Pierce: Chaplain will not violate injunction
Published 12:00 am Saturday, July 27, 2013
SALISBURY — Rowan County Commissioners Vice Chairman Craig Pierce said a resolution giving county leaders the option to let a local chaplain pray before meetings will not violate a recent court’s injunction.
“I never implied that having the chaplain there was to continue praying a Christian prayer only,” Pierce said. “We put that resolution out there so that in case the judge would say that the commissioners can no longer pray that we have someone to do the prayer for us.”
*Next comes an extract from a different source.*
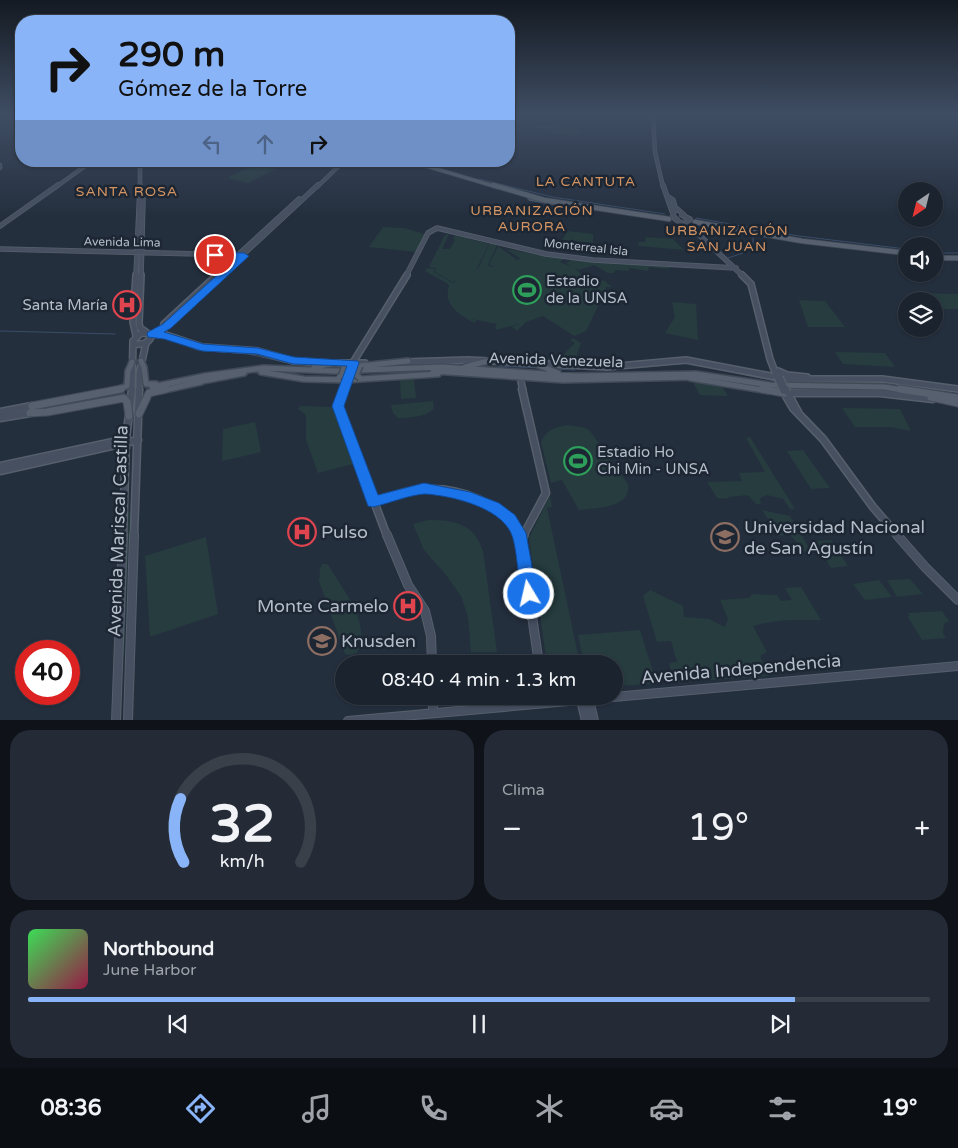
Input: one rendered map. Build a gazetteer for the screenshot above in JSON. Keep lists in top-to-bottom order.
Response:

In April, commissioners approved the resolution that gives county leaders the authority to appoint a chaplain in the case that a preliminary injunction was granted by a federal judge in a lawsuit filed by three Rowan residents. The plaintiffs allege the Christian invocations are unconstitutional.
The injunction was granted earlier this week.
The Rev. Michael Taylor, a volunteer chaplain at the Rowan County Sheriff’s Office, is expected to provide future invocations if called upon.
But Pierce said commissioners can also choose to be taken out of the usual prayer rotation or they can deliver their own non-sectarian prayer.
The injunction prohibits county leaders from delivering prayers that favor one set of beliefs over another.
In a memorandum filed Tuesday, Judge James A Beaty halted the commission’s longtime tradition as the litigation proceeds.
“Therefore, based on the foregoing, the court will grant plaintiffs’ motion for preliminary injunction and will enjoin defendant from knowingly and/or intentionally delivering or allowing to by delivered sectarian prayers at meetings of the Rowan County Board of Commissioners during the pendency of this suit,” Beaty wrote.
Chris Brook, Legal Director for the ACLU of North Carolina Legal Foundation, said a chaplain would have to deliver a non-sectarian prayer to avoid violating Beaty’s ruling.
“The county policy adopted regarding prayer, the board prayer policy adopted, is a step in the right direction but it needs to be delivered consistent with the court’s order,” Brook said.